Each message can have a filter value associated to it, like the region of the world it comes from.

So our stream has 1 AMER (green) message, 1 APAC (dark blue) message, 2 EMEA (purple) messages, then 2 AMER messages.

Message Publishing

Publishers get to associate each outbound message with its filter value:

A publisher provides the filter value for each outbound message.
A publisher provides the filter value for each outbound message.

In the figure above, the publisher publishes 1 AMER (green) message and 2 EMEA (purple) messages that will be added to the stream.

Message Consuming

When a consumer subscribes, it can specify one or several filter values and the broker is expected to dispatch only the messages with this or these filter value(s). We will see soon this is a bit different in practice but this is enough to understand the concepts.

In the figure below, the consumer at the top specified it only wants AMER (green) messages and the broker dispatches only those. Same thing for the consumer in the middle with EMEA messages and the consumer at the bottom with APAC messages.

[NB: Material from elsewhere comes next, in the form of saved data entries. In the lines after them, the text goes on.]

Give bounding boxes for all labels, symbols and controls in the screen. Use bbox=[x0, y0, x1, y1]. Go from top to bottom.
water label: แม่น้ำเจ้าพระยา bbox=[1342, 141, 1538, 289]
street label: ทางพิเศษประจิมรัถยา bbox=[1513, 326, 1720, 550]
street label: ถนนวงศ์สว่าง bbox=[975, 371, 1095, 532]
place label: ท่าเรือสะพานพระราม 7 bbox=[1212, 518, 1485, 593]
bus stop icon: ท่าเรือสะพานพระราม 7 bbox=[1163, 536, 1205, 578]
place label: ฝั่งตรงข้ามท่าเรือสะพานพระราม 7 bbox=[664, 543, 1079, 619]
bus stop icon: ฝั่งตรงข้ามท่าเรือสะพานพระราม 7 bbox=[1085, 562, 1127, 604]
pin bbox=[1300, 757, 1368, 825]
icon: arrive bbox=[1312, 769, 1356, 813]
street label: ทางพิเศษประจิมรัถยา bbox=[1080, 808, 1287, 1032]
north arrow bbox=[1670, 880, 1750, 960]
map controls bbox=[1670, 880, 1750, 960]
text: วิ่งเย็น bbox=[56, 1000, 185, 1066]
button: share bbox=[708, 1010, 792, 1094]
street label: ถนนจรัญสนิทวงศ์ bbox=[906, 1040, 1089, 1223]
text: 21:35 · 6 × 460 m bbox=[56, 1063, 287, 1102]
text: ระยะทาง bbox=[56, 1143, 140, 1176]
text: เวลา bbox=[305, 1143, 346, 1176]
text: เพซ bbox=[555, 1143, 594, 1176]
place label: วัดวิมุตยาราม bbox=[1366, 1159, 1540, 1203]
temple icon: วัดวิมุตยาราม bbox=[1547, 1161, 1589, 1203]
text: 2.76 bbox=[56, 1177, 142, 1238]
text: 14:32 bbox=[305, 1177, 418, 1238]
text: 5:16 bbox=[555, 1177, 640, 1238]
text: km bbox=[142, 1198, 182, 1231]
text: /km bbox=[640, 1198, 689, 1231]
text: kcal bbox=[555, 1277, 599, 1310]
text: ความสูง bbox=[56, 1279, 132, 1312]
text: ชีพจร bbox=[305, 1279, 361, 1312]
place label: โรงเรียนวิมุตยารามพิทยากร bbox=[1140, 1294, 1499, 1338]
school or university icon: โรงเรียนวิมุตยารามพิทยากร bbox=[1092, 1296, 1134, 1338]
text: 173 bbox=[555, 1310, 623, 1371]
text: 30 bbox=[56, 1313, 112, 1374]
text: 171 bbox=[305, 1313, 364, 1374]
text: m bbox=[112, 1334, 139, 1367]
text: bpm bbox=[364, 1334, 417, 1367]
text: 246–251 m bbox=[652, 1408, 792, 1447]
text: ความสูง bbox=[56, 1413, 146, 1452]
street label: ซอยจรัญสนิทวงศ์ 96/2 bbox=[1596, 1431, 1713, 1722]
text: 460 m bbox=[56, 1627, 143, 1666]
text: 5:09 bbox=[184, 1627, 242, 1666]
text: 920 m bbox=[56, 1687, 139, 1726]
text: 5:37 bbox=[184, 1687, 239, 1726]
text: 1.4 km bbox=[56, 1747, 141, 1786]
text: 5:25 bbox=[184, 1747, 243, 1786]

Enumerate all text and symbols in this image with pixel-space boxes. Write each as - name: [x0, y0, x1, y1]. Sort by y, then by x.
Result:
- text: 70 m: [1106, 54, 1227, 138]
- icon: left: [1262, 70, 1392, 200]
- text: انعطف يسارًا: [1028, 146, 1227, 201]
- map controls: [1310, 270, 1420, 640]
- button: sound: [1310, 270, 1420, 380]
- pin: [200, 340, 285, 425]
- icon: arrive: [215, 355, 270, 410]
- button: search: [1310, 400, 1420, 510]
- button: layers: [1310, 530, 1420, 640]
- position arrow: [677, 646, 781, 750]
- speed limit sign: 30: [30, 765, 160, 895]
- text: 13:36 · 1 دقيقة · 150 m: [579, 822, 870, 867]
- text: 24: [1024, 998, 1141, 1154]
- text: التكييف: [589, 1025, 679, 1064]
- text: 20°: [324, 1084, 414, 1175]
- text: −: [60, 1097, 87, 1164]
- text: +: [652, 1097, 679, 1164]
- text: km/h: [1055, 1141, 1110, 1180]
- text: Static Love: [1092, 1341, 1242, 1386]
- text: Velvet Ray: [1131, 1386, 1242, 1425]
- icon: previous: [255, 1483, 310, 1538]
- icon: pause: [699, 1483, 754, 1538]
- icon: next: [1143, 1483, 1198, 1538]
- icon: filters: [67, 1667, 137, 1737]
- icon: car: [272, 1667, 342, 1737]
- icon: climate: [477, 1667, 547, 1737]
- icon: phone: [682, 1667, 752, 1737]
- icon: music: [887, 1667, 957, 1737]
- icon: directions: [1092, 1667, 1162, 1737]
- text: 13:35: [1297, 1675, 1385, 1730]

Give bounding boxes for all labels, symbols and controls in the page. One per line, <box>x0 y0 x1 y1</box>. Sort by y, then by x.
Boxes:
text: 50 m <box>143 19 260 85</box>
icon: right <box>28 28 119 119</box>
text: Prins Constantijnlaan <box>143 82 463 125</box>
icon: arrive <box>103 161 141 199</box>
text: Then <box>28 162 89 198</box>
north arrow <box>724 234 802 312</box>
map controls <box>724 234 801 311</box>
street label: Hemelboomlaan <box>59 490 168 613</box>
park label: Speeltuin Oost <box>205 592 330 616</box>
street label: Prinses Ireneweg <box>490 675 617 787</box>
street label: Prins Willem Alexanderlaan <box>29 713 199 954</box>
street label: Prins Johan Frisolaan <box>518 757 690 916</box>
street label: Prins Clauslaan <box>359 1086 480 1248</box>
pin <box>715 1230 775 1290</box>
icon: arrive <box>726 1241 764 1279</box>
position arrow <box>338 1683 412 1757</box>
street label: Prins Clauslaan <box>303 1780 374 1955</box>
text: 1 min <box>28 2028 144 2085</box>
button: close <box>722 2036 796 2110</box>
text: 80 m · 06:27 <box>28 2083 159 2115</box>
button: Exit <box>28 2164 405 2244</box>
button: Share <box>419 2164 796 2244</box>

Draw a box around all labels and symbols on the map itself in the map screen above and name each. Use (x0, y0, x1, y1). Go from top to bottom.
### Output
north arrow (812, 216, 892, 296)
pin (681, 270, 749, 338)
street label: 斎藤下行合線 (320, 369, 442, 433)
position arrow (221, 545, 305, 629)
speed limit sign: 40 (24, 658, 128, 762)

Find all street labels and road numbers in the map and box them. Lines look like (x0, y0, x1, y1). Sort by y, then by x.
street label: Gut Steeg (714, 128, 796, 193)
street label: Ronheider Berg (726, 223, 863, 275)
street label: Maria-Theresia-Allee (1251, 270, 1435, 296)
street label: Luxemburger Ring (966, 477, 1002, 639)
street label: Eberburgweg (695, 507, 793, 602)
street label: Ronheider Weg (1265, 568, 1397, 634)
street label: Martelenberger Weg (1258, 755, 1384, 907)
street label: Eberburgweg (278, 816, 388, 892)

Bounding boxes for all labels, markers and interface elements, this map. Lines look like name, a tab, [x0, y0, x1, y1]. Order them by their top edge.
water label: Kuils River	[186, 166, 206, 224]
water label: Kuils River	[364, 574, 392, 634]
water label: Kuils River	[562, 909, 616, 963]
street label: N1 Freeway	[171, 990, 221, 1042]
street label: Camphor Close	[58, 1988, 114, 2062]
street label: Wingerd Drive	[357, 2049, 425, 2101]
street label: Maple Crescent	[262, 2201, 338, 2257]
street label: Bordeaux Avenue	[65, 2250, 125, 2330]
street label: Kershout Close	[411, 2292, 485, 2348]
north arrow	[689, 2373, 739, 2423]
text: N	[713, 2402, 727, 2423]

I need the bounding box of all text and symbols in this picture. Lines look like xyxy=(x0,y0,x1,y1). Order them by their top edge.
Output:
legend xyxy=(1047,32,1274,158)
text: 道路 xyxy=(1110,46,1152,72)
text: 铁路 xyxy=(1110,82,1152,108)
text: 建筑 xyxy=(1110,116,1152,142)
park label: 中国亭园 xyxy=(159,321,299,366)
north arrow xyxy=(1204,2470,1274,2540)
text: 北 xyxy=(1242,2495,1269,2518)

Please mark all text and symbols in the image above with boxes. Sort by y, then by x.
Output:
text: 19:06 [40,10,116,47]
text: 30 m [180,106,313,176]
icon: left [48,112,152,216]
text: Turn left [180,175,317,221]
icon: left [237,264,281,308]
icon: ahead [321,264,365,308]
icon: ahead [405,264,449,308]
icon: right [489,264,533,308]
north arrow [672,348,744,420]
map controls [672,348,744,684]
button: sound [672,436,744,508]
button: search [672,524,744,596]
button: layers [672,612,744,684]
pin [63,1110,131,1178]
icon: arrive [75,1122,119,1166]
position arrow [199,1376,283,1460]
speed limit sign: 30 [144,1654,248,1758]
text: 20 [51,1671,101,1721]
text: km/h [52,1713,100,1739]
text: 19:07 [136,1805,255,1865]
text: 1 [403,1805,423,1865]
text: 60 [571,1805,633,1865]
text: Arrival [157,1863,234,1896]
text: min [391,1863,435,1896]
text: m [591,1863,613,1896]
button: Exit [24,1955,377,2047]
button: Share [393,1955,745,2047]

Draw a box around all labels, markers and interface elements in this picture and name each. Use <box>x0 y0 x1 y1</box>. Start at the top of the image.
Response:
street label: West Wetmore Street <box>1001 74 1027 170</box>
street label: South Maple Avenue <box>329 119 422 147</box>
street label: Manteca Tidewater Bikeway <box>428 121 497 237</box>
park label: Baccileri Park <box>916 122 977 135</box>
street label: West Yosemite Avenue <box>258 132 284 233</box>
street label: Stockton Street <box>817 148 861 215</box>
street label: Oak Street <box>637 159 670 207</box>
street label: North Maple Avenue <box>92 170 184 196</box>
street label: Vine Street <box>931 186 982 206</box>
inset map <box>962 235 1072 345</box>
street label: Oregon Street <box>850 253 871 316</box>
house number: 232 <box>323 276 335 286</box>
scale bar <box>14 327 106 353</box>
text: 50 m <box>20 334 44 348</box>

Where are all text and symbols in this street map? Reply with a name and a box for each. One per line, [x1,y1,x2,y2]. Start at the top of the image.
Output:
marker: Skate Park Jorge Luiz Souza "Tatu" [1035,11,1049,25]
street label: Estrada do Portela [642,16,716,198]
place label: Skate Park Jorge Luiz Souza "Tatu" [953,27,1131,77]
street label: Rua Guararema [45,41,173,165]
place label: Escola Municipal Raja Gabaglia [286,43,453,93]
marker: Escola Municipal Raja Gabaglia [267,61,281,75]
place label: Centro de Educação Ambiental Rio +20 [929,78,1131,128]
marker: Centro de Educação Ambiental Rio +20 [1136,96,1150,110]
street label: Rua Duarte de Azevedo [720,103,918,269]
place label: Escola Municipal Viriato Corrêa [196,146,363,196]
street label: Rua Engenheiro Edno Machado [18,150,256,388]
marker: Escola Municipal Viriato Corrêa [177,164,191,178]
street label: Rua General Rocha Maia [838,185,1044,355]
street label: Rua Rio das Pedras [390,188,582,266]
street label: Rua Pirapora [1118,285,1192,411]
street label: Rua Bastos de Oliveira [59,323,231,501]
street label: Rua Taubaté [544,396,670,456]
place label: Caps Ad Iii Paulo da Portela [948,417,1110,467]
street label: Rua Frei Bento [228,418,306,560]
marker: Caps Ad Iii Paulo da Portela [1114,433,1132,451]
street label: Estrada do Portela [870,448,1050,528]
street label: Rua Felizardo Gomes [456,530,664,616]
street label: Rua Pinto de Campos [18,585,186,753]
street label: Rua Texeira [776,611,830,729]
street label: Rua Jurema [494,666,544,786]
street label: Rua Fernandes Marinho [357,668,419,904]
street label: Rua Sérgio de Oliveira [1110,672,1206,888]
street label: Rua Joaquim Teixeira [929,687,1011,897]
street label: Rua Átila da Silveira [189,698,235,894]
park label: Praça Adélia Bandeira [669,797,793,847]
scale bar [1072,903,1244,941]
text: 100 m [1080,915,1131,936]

A consumer can specify it only wants messages with given filter value(s) and the broker will do its best to dispatch messages accordingly.
A consumer can specify it only wants messages with given filter value(s) and the broker will do its best to dispatch messages accordingly.

That's it for the concepts, let's discover the implementation details now.

Structure of a Stream

We need to know how a stream is structured to understand stream filtering internals. A stream is a directory with segment files in it. Each segment file has an associated index file (used to know where to attach a consumer at a given offset in the segment file, among others). Having several "small" segment files is better than having a large monolithic file for the whole stream: it is for example more efficient and safer to delete "old" segment files to truncate the stream than removing the beginning of a large file.

A segment file is made of chunks that contain messages. The number of messages in a chunk depends on the ingress rate (high ingress rate means many messages in a chunk, low ingress rate means fewer messages in a chunk). The number of messages in a chunk varies from a few (even 1) to a few thousands.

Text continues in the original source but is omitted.